### WHAT THE EXERCISE ASKS
In this exercise, return each entry exactly as given.

[Items from a data source]
* * * *

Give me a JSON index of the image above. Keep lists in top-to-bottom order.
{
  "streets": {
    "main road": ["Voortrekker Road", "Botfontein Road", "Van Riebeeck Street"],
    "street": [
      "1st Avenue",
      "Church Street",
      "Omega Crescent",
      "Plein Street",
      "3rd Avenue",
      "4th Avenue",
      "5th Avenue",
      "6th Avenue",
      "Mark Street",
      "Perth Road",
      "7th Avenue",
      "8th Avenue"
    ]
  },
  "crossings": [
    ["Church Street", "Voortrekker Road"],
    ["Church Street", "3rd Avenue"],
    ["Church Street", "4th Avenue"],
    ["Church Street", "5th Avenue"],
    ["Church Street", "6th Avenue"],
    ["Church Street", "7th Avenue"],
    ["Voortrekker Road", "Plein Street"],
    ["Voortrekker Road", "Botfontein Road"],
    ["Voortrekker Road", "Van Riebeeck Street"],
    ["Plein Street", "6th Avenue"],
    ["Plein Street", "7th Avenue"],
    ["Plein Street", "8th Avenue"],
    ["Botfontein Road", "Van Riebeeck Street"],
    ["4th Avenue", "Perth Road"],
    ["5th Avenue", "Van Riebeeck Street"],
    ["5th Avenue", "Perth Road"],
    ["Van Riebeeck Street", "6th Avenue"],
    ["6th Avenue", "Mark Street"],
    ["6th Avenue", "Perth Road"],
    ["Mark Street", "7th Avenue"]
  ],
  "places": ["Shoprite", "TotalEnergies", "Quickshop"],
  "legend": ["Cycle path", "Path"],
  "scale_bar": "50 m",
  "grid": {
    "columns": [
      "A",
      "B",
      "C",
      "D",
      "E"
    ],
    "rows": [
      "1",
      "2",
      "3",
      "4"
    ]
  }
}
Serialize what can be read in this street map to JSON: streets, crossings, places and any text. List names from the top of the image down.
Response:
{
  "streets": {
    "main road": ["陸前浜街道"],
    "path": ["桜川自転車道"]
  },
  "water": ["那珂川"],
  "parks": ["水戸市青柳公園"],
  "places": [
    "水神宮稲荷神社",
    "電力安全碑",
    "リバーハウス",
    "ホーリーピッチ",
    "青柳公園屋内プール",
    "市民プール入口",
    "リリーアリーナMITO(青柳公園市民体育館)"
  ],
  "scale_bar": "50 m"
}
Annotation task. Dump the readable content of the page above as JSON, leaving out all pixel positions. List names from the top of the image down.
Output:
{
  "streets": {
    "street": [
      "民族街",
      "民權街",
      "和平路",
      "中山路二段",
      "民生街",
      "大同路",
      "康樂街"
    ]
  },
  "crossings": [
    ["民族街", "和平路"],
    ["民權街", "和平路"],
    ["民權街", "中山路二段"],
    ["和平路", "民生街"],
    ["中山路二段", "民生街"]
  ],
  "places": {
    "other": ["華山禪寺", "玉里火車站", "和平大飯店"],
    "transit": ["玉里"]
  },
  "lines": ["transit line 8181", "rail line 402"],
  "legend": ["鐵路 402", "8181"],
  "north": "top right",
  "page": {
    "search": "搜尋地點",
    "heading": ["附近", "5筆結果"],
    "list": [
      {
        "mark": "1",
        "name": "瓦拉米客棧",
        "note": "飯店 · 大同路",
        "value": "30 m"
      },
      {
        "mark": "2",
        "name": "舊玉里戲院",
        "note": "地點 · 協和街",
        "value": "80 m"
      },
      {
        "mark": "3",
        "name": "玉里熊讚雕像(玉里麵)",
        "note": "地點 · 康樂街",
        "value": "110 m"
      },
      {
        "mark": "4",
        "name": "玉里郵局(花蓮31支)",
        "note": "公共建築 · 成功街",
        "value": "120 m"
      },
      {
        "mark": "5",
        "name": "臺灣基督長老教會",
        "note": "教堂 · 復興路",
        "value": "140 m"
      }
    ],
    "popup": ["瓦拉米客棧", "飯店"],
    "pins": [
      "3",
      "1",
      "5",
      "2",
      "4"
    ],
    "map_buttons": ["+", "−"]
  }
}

* * * *

### EXERCISE SOLUTION
Give me a JSON index of the image above. Keep lists in top-to-bottom order.
{
  "streets": {
    "main road": ["Voortrekker Road", "Botfontein Road", "Van Riebeeck Street"],
    "street": [
      "1st Avenue",
      "Church Street",
      "Omega Crescent",
      "Plein Street",
      "3rd Avenue",
      "4th Avenue",
      "5th Avenue",
      "6th Avenue",
      "Mark Street",
      "Perth Road",
      "7th Avenue",
      "8th Avenue"
    ]
  },
  "crossings": [
    ["Church Street", "Voortrekker Road"],
    ["Church Street", "3rd Avenue"],
    ["Church Street", "4th Avenue"],
    ["Church Street", "5th Avenue"],
    ["Church Street", "6th Avenue"],
    ["Church Street", "7th Avenue"],
    ["Voortrekker Road", "Plein Street"],
    ["Voortrekker Road", "Botfontein Road"],
    ["Voortrekker Road", "Van Riebeeck Street"],
    ["Plein Street", "6th Avenue"],
    ["Plein Street", "7th Avenue"],
    ["Plein Street", "8th Avenue"],
    ["Botfontein Road", "Van Riebeeck Street"],
    ["4th Avenue", "Perth Road"],
    ["5th Avenue", "Van Riebeeck Street"],
    ["5th Avenue", "Perth Road"],
    ["Van Riebeeck Street", "6th Avenue"],
    ["6th Avenue", "Mark Street"],
    ["6th Avenue", "Perth Road"],
    ["Mark Street", "7th Avenue"]
  ],
  "places": ["Shoprite", "TotalEnergies", "Quickshop"],
  "legend": ["Cycle path", "Path"],
  "scale_bar": "50 m",
  "grid": {
    "columns": [
      "A",
      "B",
      "C",
      "D",
      "E"
    ],
    "rows": [
      "1",
      "2",
      "3",
      "4"
    ]
  }
}
Serialize what can be read in this street map to JSON: streets, crossings, places and any text. List names from the top of the image down.
Response:
{
  "streets": {
    "main road": ["陸前浜街道"],
    "path": ["桜川自転車道"]
  },
  "water": ["那珂川"],
  "parks": ["水戸市青柳公園"],
  "places": [
    "水神宮稲荷神社",
    "電力安全碑",
    "リバーハウス",
    "ホーリーピッチ",
    "青柳公園屋内プール",
    "市民プール入口",
    "リリーアリーナMITO(青柳公園市民体育館)"
  ],
  "scale_bar": "50 m"
}
Annotation task. Dump the readable content of the page above as JSON, leaving out all pixel positions. List names from the top of the image down.
Output:
{
  "streets": {
    "street": [
      "民族街",
      "民權街",
      "和平路",
      "中山路二段",
      "民生街",
      "大同路",
      "康樂街"
    ]
  },
  "crossings": [
    ["民族街", "和平路"],
    ["民權街", "和平路"],
    ["民權街", "中山路二段"],
    ["和平路", "民生街"],
    ["中山路二段", "民生街"]
  ],
  "places": {
    "other": ["華山禪寺", "玉里火車站", "和平大飯店"],
    "transit": ["玉里"]
  },
  "lines": ["transit line 8181", "rail line 402"],
  "legend": ["鐵路 402", "8181"],
  "north": "top right",
  "page": {
    "search": "搜尋地點",
    "heading": ["附近", "5筆結果"],
    "list": [
      {
        "mark": "1",
        "name": "瓦拉米客棧",
        "note": "飯店 · 大同路",
        "value": "30 m"
      },
      {
        "mark": "2",
        "name": "舊玉里戲院",
        "note": "地點 · 協和街",
        "value": "80 m"
      },
      {
        "mark": "3",
        "name": "玉里熊讚雕像(玉里麵)",
        "note": "地點 · 康樂街",
        "value": "110 m"
      },
      {
        "mark": "4",
        "name": "玉里郵局(花蓮31支)",
        "note": "公共建築 · 成功街",
        "value": "120 m"
      },
      {
        "mark": "5",
        "name": "臺灣基督長老教會",
        "note": "教堂 · 復興路",
        "value": "140 m"
      }
    ],
    "popup": ["瓦拉米客棧", "飯店"],
    "pins": [
      "3",
      "1",
      "5",
      "2",
      "4"
    ],
    "map_buttons": ["+", "−"]
  }
}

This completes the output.